Problem requirements: Which lines run from the one containing "Input: one rendered map. Transcribe" through the end of the material? Transcribe them word for word, and only them.

Data section:
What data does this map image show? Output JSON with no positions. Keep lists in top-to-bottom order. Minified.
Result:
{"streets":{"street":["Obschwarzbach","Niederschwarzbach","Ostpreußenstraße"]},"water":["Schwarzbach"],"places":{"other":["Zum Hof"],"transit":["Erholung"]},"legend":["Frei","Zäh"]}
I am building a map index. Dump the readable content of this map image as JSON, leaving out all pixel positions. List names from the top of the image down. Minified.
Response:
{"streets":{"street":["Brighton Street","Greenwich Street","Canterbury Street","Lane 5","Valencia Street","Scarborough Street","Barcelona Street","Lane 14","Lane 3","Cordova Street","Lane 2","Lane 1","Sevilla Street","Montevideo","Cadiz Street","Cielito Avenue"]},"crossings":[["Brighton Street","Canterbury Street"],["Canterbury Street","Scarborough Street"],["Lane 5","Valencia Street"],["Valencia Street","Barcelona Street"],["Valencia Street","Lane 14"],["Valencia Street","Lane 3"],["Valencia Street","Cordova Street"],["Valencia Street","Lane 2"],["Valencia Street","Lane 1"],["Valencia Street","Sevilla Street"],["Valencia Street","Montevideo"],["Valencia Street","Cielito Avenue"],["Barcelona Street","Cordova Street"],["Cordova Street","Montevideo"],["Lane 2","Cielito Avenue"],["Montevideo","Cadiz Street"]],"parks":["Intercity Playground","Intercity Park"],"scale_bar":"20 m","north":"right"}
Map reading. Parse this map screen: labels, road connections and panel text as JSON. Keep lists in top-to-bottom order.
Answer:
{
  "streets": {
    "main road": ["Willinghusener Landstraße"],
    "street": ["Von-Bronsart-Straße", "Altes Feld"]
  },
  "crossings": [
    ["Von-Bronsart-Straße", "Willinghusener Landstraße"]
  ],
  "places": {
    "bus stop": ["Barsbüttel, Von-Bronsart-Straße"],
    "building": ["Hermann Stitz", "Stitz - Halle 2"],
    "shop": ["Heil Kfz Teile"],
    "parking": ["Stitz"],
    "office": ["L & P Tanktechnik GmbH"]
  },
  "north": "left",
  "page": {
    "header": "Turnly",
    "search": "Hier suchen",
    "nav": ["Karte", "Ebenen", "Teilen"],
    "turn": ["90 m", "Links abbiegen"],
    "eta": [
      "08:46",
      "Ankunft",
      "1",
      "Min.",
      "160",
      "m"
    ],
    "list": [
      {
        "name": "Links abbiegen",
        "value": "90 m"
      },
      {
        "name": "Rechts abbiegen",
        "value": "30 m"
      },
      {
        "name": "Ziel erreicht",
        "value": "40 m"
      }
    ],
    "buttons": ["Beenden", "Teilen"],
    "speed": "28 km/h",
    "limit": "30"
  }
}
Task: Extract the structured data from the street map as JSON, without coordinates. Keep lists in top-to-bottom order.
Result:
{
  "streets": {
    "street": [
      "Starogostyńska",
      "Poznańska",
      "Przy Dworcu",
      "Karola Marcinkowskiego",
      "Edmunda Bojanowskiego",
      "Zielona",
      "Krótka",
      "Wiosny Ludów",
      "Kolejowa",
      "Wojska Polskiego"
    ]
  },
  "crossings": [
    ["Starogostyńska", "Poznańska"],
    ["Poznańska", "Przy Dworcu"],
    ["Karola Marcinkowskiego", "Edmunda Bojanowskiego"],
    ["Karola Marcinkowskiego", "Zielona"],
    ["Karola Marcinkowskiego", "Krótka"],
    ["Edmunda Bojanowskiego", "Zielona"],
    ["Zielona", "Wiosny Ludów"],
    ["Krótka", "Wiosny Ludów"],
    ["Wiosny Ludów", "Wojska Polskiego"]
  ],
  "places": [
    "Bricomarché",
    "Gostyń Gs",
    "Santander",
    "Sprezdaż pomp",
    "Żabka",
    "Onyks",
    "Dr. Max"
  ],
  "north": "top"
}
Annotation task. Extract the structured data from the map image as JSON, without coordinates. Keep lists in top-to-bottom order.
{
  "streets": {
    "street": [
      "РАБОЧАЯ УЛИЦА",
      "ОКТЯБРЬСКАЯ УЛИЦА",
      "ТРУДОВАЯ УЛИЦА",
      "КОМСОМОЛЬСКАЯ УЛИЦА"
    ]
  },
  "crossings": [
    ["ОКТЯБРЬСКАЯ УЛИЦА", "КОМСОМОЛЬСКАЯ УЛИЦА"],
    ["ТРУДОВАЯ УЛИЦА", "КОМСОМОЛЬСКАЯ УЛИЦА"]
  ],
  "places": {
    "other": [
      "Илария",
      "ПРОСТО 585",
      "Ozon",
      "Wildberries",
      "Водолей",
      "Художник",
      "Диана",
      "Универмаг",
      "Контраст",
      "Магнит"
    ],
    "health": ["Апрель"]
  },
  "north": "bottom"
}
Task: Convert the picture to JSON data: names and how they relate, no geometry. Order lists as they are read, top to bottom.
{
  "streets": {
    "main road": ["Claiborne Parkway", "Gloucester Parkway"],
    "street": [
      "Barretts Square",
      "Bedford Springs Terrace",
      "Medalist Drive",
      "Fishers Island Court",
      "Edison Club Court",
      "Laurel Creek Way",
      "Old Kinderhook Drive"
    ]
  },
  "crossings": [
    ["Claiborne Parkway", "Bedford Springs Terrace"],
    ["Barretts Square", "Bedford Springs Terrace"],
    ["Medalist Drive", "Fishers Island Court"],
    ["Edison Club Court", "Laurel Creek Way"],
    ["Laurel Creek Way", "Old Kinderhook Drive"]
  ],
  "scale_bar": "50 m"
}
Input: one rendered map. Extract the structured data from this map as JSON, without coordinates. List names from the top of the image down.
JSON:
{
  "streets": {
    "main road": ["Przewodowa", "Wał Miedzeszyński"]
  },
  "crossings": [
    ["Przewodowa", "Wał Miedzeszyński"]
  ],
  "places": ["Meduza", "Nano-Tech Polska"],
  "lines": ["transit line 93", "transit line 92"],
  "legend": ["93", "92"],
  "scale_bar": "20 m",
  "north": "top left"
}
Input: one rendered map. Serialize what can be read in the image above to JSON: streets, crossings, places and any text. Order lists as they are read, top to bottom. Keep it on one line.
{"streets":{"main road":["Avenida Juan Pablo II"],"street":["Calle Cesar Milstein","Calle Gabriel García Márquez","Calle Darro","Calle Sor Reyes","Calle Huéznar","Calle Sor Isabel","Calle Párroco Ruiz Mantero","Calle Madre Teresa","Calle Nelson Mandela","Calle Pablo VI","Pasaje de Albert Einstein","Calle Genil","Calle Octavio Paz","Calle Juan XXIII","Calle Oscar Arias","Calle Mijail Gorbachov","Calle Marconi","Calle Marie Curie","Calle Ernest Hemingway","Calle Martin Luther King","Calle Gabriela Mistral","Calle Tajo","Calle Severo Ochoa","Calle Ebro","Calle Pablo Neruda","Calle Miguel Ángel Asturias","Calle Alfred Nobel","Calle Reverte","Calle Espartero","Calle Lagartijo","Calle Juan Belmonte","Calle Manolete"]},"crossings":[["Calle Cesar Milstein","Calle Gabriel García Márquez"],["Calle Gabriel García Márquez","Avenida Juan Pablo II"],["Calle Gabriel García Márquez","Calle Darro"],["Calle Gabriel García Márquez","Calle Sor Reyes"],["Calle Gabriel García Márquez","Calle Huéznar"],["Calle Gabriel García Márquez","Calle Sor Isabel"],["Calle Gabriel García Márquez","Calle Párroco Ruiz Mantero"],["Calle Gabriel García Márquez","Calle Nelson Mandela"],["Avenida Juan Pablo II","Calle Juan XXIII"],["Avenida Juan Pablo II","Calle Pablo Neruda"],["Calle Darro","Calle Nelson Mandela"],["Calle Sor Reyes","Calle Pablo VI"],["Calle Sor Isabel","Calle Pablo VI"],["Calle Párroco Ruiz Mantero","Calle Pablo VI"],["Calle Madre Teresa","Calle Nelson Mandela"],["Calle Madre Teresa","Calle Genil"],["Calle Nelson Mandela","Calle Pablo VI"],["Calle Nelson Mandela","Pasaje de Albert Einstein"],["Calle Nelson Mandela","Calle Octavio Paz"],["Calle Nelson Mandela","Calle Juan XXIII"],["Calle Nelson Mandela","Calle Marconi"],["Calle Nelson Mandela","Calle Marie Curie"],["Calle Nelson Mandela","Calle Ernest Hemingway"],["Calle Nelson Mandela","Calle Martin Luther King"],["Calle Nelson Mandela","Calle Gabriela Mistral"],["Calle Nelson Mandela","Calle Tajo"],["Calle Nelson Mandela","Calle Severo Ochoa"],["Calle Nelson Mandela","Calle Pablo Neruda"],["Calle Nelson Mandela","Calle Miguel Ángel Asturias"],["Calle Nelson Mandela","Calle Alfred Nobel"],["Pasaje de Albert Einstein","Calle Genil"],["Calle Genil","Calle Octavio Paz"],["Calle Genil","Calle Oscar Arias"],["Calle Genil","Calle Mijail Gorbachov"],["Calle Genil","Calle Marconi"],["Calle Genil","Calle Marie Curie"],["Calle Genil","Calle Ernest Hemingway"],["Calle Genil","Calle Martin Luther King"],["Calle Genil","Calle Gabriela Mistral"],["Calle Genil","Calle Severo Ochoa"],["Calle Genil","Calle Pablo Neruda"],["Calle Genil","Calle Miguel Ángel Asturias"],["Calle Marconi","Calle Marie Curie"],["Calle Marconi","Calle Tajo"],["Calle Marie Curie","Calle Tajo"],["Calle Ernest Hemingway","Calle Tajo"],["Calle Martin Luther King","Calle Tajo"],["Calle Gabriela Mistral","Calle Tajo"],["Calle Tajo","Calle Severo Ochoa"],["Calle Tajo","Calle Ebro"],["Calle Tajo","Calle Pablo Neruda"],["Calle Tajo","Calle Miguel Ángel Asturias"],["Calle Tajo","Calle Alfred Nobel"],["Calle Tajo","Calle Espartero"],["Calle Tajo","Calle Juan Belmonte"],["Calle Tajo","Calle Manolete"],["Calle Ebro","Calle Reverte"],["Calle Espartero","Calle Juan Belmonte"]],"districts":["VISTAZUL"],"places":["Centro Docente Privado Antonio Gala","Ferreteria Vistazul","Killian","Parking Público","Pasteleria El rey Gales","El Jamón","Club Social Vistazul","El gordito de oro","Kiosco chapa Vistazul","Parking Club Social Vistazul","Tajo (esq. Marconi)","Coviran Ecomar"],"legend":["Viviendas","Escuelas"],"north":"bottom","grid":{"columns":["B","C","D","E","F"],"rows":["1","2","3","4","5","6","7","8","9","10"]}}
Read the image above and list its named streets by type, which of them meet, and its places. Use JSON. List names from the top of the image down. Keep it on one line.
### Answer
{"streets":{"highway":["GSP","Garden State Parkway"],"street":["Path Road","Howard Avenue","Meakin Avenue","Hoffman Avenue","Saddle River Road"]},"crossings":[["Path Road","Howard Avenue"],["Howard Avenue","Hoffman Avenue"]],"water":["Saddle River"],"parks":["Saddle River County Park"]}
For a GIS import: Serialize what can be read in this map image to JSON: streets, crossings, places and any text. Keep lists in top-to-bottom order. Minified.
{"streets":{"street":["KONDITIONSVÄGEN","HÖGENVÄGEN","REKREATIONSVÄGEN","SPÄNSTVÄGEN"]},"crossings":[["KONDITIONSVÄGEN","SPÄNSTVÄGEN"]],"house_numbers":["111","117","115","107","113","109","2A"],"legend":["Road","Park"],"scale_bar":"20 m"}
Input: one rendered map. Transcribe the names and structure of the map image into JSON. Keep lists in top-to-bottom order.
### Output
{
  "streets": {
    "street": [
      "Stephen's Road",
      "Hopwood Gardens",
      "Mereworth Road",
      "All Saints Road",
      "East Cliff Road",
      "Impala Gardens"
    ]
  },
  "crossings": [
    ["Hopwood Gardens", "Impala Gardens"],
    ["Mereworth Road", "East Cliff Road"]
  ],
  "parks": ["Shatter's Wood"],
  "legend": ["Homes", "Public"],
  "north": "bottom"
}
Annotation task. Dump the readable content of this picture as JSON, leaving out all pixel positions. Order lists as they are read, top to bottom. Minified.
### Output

Answer box:
Input: one rendered map. Transcribe the names and structure of the map image into JSON. Keep lists in top-to-bottom order.
### Output
{
  "streets": {
    "street": [
      "Stephen's Road",
      "Hopwood Gardens",
      "Mereworth Road",
      "All Saints Road",
      "East Cliff Road",
      "Impala Gardens"
    ]
  },
  "crossings": [
    ["Hopwood Gardens", "Impala Gardens"],
    ["Mereworth Road", "East Cliff Road"]
  ],
  "parks": ["Shatter's Wood"],
  "legend": ["Homes", "Public"],
  "north": "bottom"
}
Annotation task. Dump the readable content of this picture as JSON, leaving out all pixel positions. Order lists as they are read, top to bottom. Minified.
### Output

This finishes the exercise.